Boi Akih is a jazz/world music trio based in Amsterdam, Netherlands and composed of Monica Akihary on vocals, Niels Brouwer on guitar. The group combines musical traditions from the Molucca Islands, Bali, Dutch jazz, improvised music, Indian classical music, and traditional African music. Music is written by Brouwer and lyrics are written by Brouwer and Akihary.

History
Sandip Bhattachraya studied with Pandit Ishwar Lal Misra in the style of tabla musician Pandit Anokhelal Misra and has performed with Pandit Hariprasad Chaurasia, Prabha Atre, Lakshmi Shankar, Shujaat Hussain Khan, Ustad Munawar Ali Khan, and Tarun Bhattacharya.
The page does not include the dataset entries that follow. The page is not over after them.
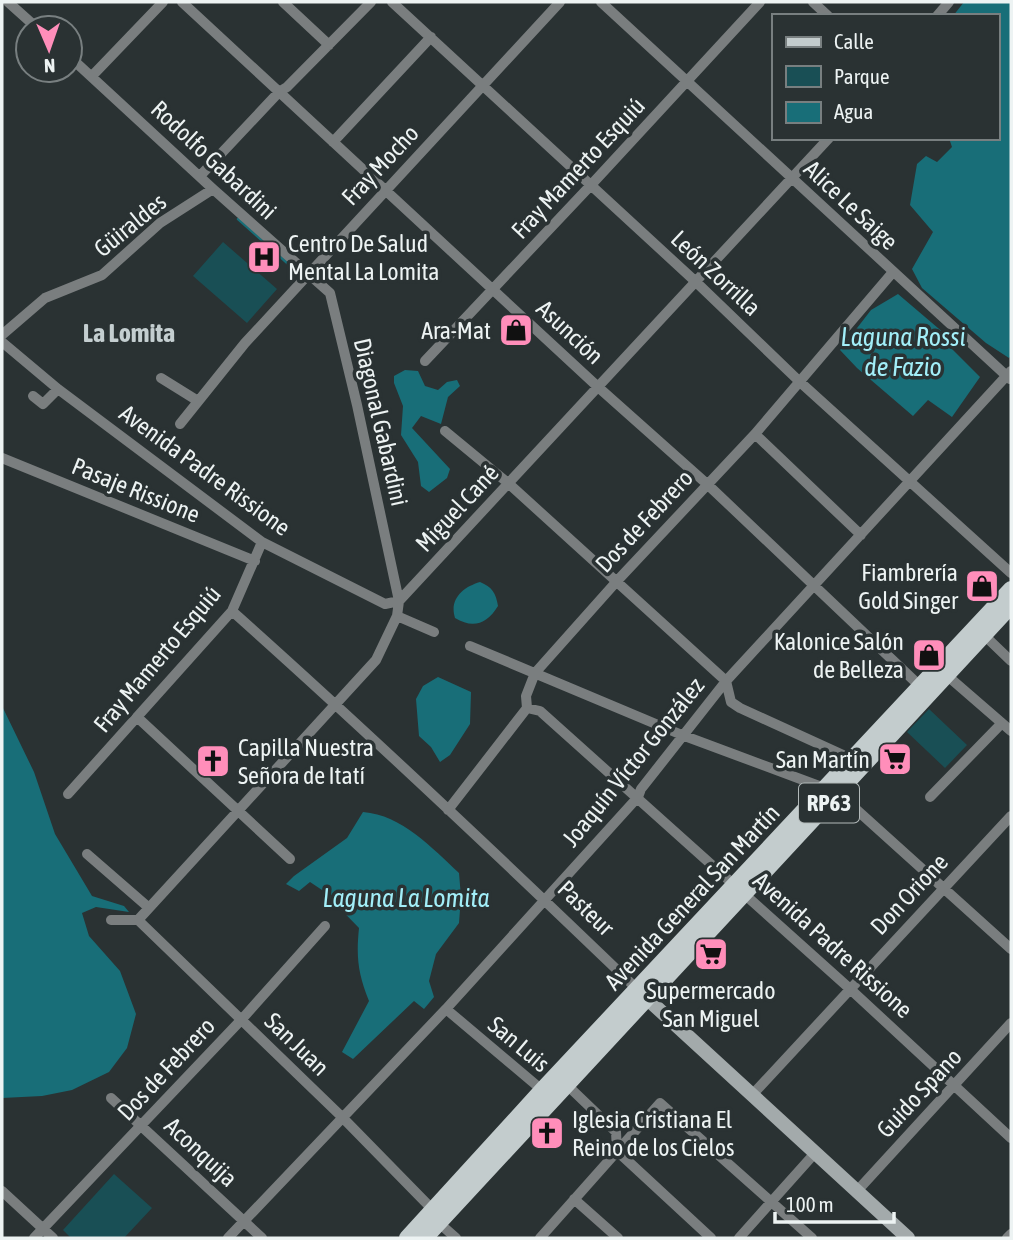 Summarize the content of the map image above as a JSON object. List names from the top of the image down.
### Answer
{
  "streets": {
    "main road": ["RP63", "Avenida General San Martín"],
    "street": [
      "Rodolfo Gabardini",
      "Fray Mocho",
      "Fray Mamerto Esquiú",
      "Alice Le Saige",
      "Güiraldes",
      "León Zorrilla",
      "Asunción",
      "Diagonal Gabardini",
      "Avenida Padre Rissione",
      "Pasaje Rissione",
      "Miguel Cané",
      "Dos de Febrero",
      "Joaquín Víctor González",
      "Don Orione",
      "Pasteur",
      "San Juan",
      "San Luis",
      "Guido Spano",
      "Aconquija"
    ]
  },
  "crossings": [
    ["Rodolfo Gabardini", "Fray Mocho"],
    ["Rodolfo Gabardini", "Güiraldes"],
    ["Rodolfo Gabardini", "Diagonal Gabardini"],
    ["Fray Mocho", "León Zorrilla"],
    ["Fray Mocho", "Asunción"],
    ["Fray Mamerto Esquiú", "Alice Le Saige"],
    ["Fray Mamerto Esquiú", "León Zorrilla"],
    ["Fray Mamerto Esquiú", "Asunción"],
    ["Fray Mamerto Esquiú", "Avenida Padre Rissione"],
    ["Fray Mamerto Esquiú", "Pasaje Rissione"],
    ["Fray Mamerto Esquiú", "Pasteur"],
    ["Alice Le Saige", "Miguel Cané"],
    ["Alice Le Saige", "Dos de Febrero"],
    ["Alice Le Saige", "Joaquín Víctor González"],
    ["León Zorrilla", "Miguel Cané"],
    ["León Zorrilla", "Dos de Febrero"],
    ["León Zorrilla", "Joaquín Víctor González"],
    ["Asunción", "Miguel Cané"],
    ["Asunción", "Dos de Febrero"],
    ["Asunción", "Joaquín Víctor González"],
    ["Asunción", "Avenida General San Martín"],
    ["Diagonal Gabardini", "Avenida Padre Rissione"],
    ["Diagonal Gabardini", "Miguel Cané"],
    ["Avenida Padre Rissione", "Miguel Cané"],
    ["Avenida Padre Rissione", "Dos de Febrero"],
    ["Avenida Padre Rissione", "Joaquín Víctor González"],
    ["Avenida Padre Rissione", "Don Orione"],
    ["Avenida Padre Rissione", "Avenida General San Martín"],
    ["Avenida Padre Rissione", "Guido Spano"],
    ["Dos de Febrero", "Pasteur"],
    ["Dos de Febrero", "San Juan"],
    ["Dos de Febrero", "Aconquija"],
    ["Joaquín Víctor González", "Pasteur"],
    ["Joaquín Víctor González", "San Juan"],
    ["Joaquín Víctor González", "San Luis"],
    ["Joaquín Víctor González", "Aconquija"],
    ["Don Orione", "Pasteur"],
    ["Avenida General San Martín", "Pasteur"],
    ["Avenida General San Martín", "San Juan"],
    ["Avenida General San Martín", "San Luis"],
    ["Pasteur", "Guido Spano"]
  ],
  "districts": ["La Lomita"],
  "water": ["Laguna Rossi de Fazio", "Laguna La Lomita"],
  "places": {
    "hospital": ["Centro De Salud Mental La Lomita"],
    "shop": ["Ara-Mat", "Fiambrería Gold Singer", "Kalonice Salón de Belleza"],
    "supermarket": ["San Martín", "Supermercado San Miguel"],
    "church": ["Capilla Nuestra Señora de Itatí", "Iglesia Cristiana El Reino de los Cielos"]
  },
  "legend": ["Calle", "Parque", "Agua"],
  "scale_bar": "100 m",
  "north": "bottom"
}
Niels Brouwer studied at the Hilversums Conservatorium (Conservatorium van Amsterdam) Monica Akihary is a graduate of visual arts studies in Amsterdam and Yogyakarta (Akademi Seni Rupa). Both studied classical Indian music in Bangalore (2002) and Mumbai (2004).

Akihary writes and sings in her father's native language, which has been regarded as moribund. Since 1998 Brouwer and Akihary have been working with Dutch and Australian linguists who study Haruku language. 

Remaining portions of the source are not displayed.